En fait, selon un spécialiste de l’export, la logique de cette fusion (Amdi/Maroc Export) s’inspire aussi d’un benchmark qui a montré ses preuves en France. Il s’agit de dupliquer le schéma de l’AFI (Agence française pour les investissements), dont le rôle était de promouvoir les investissements français à l’international, et Ubi France, dont la mission consistait à vendre le label France. Finalement, la France a opté pour le rapprochement des deux structures.

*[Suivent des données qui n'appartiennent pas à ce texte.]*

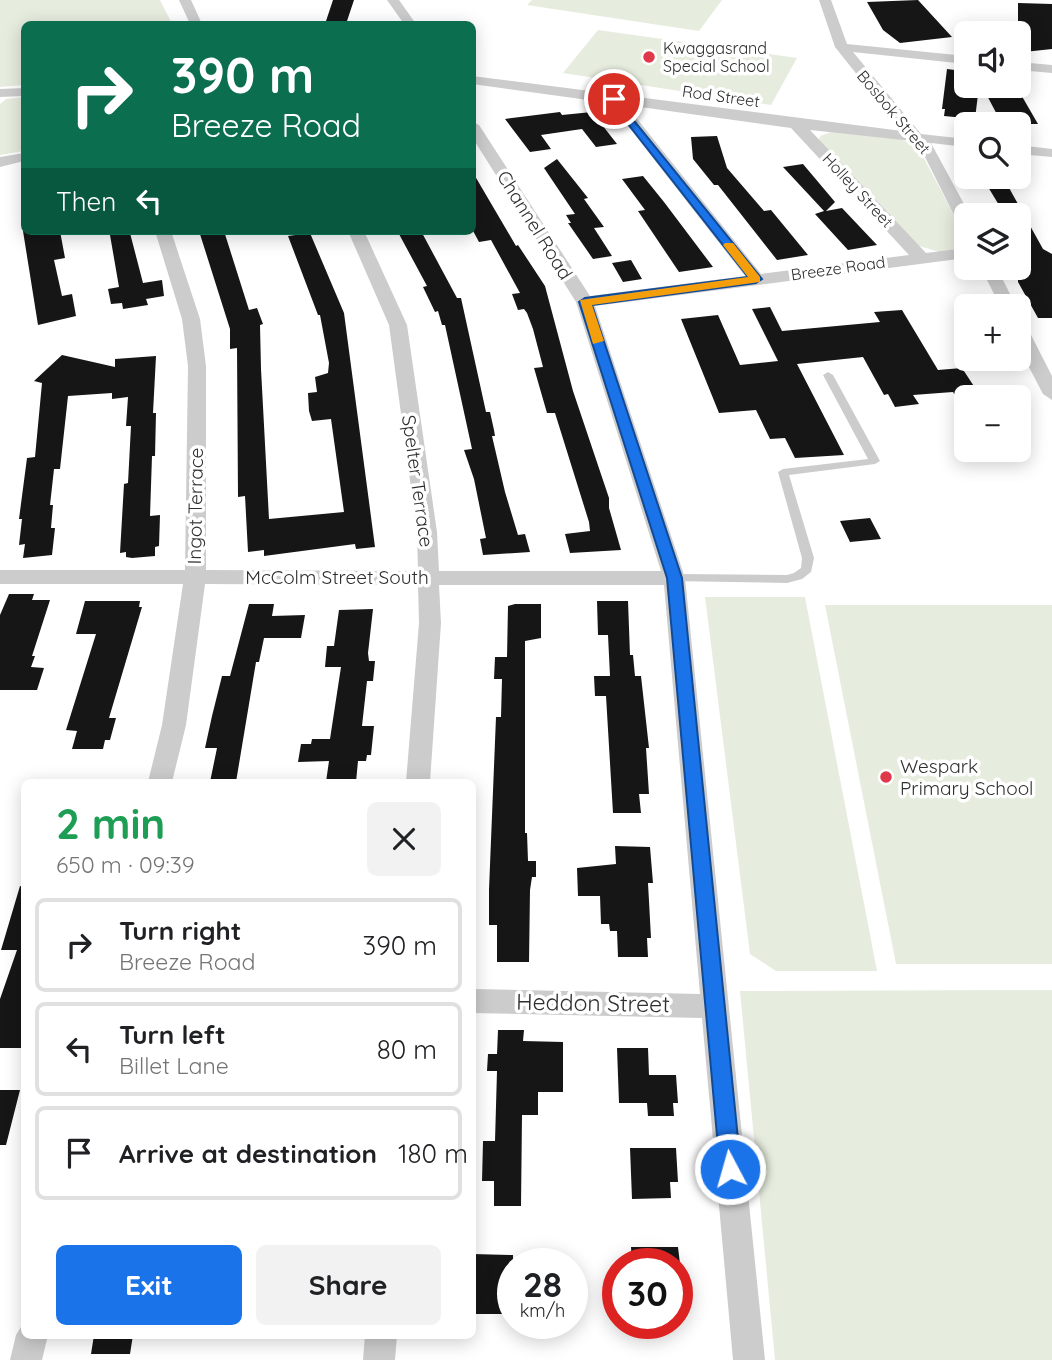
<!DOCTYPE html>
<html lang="en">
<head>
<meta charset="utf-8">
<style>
  body { margin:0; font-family:Quicksand,sans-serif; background:#f2f2f2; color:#202124; height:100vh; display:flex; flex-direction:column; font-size:26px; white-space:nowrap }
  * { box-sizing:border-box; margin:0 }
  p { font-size:23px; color:#757577 }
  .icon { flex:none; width:38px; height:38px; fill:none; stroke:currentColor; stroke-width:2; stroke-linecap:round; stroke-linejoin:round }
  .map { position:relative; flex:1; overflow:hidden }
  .sheet { position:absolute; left:21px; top:779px; width:455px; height:560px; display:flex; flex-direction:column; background:#fff; border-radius:10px; box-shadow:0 4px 18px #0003 }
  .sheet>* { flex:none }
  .hud { position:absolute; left:21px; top:21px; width:455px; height:214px; border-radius:10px; box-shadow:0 4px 18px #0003; background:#0b6e4f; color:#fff; overflow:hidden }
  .buttons { position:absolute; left:954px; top:21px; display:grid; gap:14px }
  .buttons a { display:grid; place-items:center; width:77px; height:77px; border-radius:10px; background:#fff; box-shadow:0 4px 18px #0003; font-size:35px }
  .speed { position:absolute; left:497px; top:1248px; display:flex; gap:14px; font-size:35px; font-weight:700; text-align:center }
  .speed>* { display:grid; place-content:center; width:91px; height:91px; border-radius:50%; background:#fff; box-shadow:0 4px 18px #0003; line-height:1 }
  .speed small { font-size:18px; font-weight:400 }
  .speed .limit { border:10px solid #d22; background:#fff; color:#111 }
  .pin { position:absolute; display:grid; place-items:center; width:60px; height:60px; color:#fff; margin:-30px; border:4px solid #fff; border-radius:50%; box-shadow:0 2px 7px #0007 }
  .me { position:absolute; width:77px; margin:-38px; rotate:354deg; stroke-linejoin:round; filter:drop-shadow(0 0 5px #0008) }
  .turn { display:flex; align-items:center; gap:24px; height:147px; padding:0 35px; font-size:32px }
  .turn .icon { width:91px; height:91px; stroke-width:2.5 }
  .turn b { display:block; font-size:49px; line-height:60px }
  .then { display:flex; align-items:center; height:66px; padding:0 35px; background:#0003; gap:14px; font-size:26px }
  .round { display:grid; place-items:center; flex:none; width:74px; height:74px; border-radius:10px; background:#f2f2f2 }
  .summary { display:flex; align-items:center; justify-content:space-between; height:119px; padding:0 35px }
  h1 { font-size:42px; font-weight:700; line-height:52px; color:#1e9e55 }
  .button { display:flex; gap:14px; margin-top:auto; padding:14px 35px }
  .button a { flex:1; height:80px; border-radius:10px; background:#1a73e8; color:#fff; font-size:28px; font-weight:700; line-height:80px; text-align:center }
  .button a+a { background:#f2f2f2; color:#202124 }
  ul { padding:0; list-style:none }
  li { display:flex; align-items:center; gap:21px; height:94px; margin:0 14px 10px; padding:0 21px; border:4px solid #e0e0e0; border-radius:10px }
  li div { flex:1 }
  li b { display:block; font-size:26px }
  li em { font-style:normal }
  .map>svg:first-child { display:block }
  .green { fill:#e6ecde }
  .building { fill:#161616 }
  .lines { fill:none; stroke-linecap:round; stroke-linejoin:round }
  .lane { fill:#ccc; fill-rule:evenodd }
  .street { fill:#ccc; fill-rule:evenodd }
  .route { fill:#1a73e8; stroke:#114b97; stroke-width:2 }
  .slow { fill:#f59e0b }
  .poi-dot { fill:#df394b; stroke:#fff; stroke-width:2.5 }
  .labels { text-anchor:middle; stroke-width:7; stroke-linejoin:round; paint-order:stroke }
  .far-poi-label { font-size:16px; fill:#2f2f2f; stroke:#fff; text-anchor:start }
  .far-street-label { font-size:16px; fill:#2f2f2f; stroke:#fff }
  .street-label { font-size:19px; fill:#2f2f2f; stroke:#fff }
  .poi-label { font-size:19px; fill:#2f2f2f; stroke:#fff; text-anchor:start }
  .near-street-label { font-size:23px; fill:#2f2f2f; stroke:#fff }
</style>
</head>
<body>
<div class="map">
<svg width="1052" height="1360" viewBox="0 0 1052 1360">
  <rect width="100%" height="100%" fill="#fff"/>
  <!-- green -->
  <path class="green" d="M0 0H160L172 24H24V85L0 87Z
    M532 0H722L699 31 527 5Z
    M598 30 797 58 771 105 563 73Z
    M24 97V151L0 155V104L6 99Z
    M831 132 899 139 917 145 965 236V246L955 251 942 253 913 244 818 144 820 136Z
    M705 597H805L877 971H776L750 954Z
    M825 605H1052V964H896Z
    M1052 990V1360H775L740 991Z"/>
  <!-- building -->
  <path class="building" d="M333 0H354L347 21H326Z
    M918 0 952 37 900 43 883 30 867 2Z
    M1018 3 1052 4V49L1024 52 1018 47Z
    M947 69 963 71 966 86H979L975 119 944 116 945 109H942Z
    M982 86H1016L1038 124H1002Z
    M560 112 562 115 592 112 617 144 596 147 582 129 541 135 551 149 530 152 505 119Z
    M717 136 727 168 764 211 771 210 808 255 777 260 718 185H714L693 159 691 137Z
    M557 159 588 198 584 199 604 227 594 228 612 256 593 259 568 223H571L566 215 575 214 544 168Z
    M803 164 835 202 826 211 842 208 877 245 848 250 815 214 824 211 783 167Z
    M472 171 516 246 518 245 545 286 573 391 609 498V508L621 550 570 553 565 534 590 531 589 522 555 413H547L534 368 543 367 533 329 527 313 524 309 518 310 512 294 520 293 491 240 479 242 472 229Z
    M643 176 664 202 713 267 679 272 638 211 645 210 622 179Z
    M982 177H1003L1043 249 1052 254V318H1038L1018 282V215H1005Z
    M23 231H60L65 258 54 260 62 296 72 294 76 316 38 325Z
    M199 231H224L249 310 257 308 263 324 260 325 261 369 269 519 344 512 331 419 312 421 309 411 308 393 317 392 315 377 328 373 329 363 320 315H318L288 236 310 233 344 313 375 547 356 549 355 544 264 556V550L248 552 245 496 238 497 237 348 230 349V329Z
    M421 231 457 298H461L486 412H490L494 430 495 436H492L505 492 518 535 525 534 530 552 483 555 480 539 486 538 474 479 464 450 472 449 445 325H442L438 311 435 312 423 287 427 286 399 234Z
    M130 233 143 283 162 280 164 296 146 299 148 305 123 309 122 303 111 304 108 289 119 287 110 235Z
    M631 260 642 279 623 282 612 263Z
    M770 307 782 331 880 322 874 312 902 310 938 370 962 368 981 397H956L953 392 913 395 919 404 895 407 888 394 884 395 863 357 797 364 844 455 795 458 785 438 770 439 756 410 719 413 681 319 718 315 740 365 778 361 752 309Z
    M62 355 115 367V359L156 356 153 413H156L155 456H152L150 516 160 515 159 546 155 547V556L132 558 126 557V552L120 553 124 484 128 483 131 426H126L128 397 112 399V393L68 396 60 469H54L50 505H53L51 528H55L52 555 23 558 25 544 19 545 22 519H19L27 458 35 457 42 383 34 381Z
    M870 518 881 539 850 542 840 521Z
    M9 594H34L32 600H50L32 656H35L31 667 44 668 37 690H0V615Z
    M85 601H140L139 607H142L109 718H116L110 740H105L103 749H72L77 731 66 730 96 634H76Z
    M597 601H628L630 655H633L635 676H641L649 748H646L649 794H639L641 813H613L606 696H595L594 676H610L608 635H598Z
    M249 604H274L272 616 305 615 301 638H264L259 662H256L236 782H210L217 748H205L212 716 222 676H230Z
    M515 604H541V638L525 641V833H527L528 861H536V877H532L530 890 529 962H497V925H489V890L496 717H501L502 679H494L495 657H507L508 606Z
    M373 609 368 653 369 661H375L373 681H367L362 726H374L371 755H367L366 761H358L356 782H326L329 761 298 762 301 744H311L312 739H330L341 667H325L327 646H334L339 610Z
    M615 846 650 847 653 883H648L651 938H647L648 957H618L617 931H610L609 924H601L600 896H578L577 868 616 864Z
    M20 886 24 887V1048H0V999L17 950H1Z
    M498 1030H524L523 1041 563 1042V1092H538V1115H522L521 1206H494V1181H482L483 1141H495L497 1071H487L488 1054H497Z
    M617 1048H648L649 1075H676L678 1103H673L674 1116H648L647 1103H619Z
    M0 1090H20L6 1145H0Z
    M630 1148H676L678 1182H670L671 1198 632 1199Z
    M631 1247H678L680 1264H632Z
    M472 1254 513 1255V1314H472Z
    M94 1335H133L130 1354H91Z"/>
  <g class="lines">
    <!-- lane -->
    <path class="lane" d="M828 372 833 375 880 461 875 464 789 475 814 558 811 572 802 579 787 583 670 581 668 578 674 574 787 575 794 573 801 568 802 558 778 472 783 469 868 459 823 375Z"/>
    <!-- street -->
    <path class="street" d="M179 0H191L202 24H190Z
      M387 0H399L416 24H404Z
      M819 0H831L847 44 966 56V64L853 52 921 134 966 139V147L931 143 970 215H966V228L958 223 923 153 912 141 810 130 926 253 966 248V258L595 306 685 578 765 1360H733L702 1018 472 1013V989L700 994 664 585H439L441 623 430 782H406L419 623 418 585 205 584 186 725 172 782H148L162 725 183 584H0V570H185L188 366 182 319 155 231H171L200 319 206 366V570L418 571 417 532 389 325 348 231H364L407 325 437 532 439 571H661L576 302 472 137V121L479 125 590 296 745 276 610 103 472 84V76L902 131 835 47ZM626 105 791 128 909 255 761 274Z
      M1018 62 1052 65V73L1018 70Z
      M24 88V96L0 97V89Z
      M1018 145 1052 149V157L1018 154Z
      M24 153V161L0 167V157Z
      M981 268H997L1016 306H1000Z
      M1018 322 1027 327 1052 376V400L1043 394 1018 346Z
      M24 1322V1335H48L42 1360H10L16 1335Z
      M365 1335H397L395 1360H363Z"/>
  </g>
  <!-- route -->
  <path class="route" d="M614 96 762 279 756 283 592 305 682 578 741 1169 738 1176 730 1179 723 1176 720 1169 667 578 579 302 585 298 748 277 610 101Z"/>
  <!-- slow -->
  <path class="slow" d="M725 243H733L760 277V282L592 305 604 341 593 344 580 300 748 277 723 245Z"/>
  <!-- markers -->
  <g class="poi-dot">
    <circle cx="649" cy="57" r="7"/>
    <circle cx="886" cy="777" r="7"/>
  </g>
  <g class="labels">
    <!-- far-poi labels -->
    <g class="far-poi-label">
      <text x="663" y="54">Kwaggasrand<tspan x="663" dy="18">Special School</tspan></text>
    </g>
    <!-- far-street labels -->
    <g class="far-street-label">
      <text transform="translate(721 96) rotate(8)" y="6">Rod Street</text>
      <text transform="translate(894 112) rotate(50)" y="6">Bosbok Street</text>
      <text transform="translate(858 190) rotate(47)" y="6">Holley Street</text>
      <text transform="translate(838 268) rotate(-8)" y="6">Breeze Road</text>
    </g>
    <!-- street labels -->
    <g class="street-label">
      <text transform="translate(535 225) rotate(58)" y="7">Channel Road</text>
      <text transform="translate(418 481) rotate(82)" y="7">Spelter Terrace</text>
      <text transform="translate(195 506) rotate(-89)" y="7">Ingot Terrace</text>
      <text x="337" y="584">McColm Street South</text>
    </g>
    <!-- poi labels -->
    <g class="poi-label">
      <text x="900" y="773">Wespark<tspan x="900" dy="22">Primary School</tspan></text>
    </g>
    <!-- near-street labels -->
    <g class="near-street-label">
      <text transform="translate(593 1003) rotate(1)" y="8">Heddon Street</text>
    </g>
  </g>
</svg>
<div class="buttons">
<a><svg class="icon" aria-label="sound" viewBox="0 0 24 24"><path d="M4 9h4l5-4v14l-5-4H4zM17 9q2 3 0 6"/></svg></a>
<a><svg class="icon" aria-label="search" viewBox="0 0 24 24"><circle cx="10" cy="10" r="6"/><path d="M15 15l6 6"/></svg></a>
<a><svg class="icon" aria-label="layers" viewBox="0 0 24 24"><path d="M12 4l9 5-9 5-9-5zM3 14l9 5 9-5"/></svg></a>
<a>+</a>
<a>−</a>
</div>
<div class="speed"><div>28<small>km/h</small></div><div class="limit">30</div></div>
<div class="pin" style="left:614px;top:99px;background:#d93025"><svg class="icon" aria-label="arrive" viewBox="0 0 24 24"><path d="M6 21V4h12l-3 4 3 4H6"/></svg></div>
<svg class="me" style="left:730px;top:1169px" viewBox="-20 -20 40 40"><circle r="17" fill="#1a73e8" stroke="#fff" stroke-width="3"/><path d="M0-11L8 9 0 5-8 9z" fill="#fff"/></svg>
<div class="hud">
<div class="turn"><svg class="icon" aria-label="right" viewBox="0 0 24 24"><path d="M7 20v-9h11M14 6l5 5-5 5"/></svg><div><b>390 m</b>Breeze Road</div></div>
<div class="then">Then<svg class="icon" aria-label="left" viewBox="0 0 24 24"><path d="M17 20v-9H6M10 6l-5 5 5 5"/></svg></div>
</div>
<section class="sheet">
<div class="summary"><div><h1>2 min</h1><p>650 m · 09:39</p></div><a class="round"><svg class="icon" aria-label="close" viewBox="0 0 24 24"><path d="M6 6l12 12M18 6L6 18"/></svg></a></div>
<ul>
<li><svg class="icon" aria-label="right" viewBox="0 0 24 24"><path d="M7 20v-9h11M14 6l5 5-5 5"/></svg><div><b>Turn right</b><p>Breeze Road</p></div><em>390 m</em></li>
<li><svg class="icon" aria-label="left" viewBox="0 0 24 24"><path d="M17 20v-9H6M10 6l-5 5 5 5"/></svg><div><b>Turn left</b><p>Billet Lane</p></div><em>80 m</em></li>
<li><svg class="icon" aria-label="arrive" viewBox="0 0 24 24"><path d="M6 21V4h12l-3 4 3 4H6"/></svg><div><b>Arrive at destination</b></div><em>180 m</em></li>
</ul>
<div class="button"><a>Exit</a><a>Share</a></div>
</section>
</div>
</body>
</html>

La nouvelle configuration du rapprochement Amdi-CMPE devra également apporter des réponses en termes de structures d’accompagnement des entreprises marocaines qui investissent en Afrique, en particulier,  et dans le monde. «Jusque-là, il n’y a aucune agence pour accompagner les entreprises marocaines à l’international », relève un chef d’entreprise présent en Afrique. Pour l’heure, ce serait utopique de croire que ce rapprochement  va complètement unifier l’image du Maroc à l’international. La promotion des produits agricoles & agroalimentaires et des produits de la mer (frais ou transformés) reste gérée par l’Etablissement autonome de contrôle et de coordination des exportations (EACCE) et l’Agence de développement agricole  (ADA),  tous deux sous la tutelle du ministère de l’Agriculture. Autre exemple d’incohérence, le ministère du Tourisme qui fait sa promotion via l’ONMT, alors que l’Artisanat compte sa propre structure via la Maison de l’Artisan. Cette multiplicité de canaux fait que chaque intervenant vend l’image d’un Maroc différent, selon ses intérêts et ceux du secteur qu’il représente. Résultat: une «cacophonie» au niveau de la promotion et des perceptions parfois antagonistes.

Asseoir la marque Maroc 

L’unification des outils de promotion, sous tutelle du ministère de l’Industrie, en une seule agence (ANPIE) devrait faciliter le déploiement  de la marque Maroc. La mise en place d’un branding pays est de plus en plus d’actualité, mais reste jusque-là au stade de la réflexion. L’harmonisation du discours devrait permettre de lutter contre le déphasage qui existe entre l’image du Maroc à l’étranger et la réalité. Cette nouvelle entité permettra également d’assurer une convergence entre la marque Maroc et les marques sectorielles. L’Amdie est un premier pas dans la formalisation et l’unification des valeurs véhiculées par le branding pays. Pour y arriver, cette «super-agence» devra utiliser des techniques publicitaires, comme le story-telling, le design, les réseaux sociaux ou encore la e-réputation.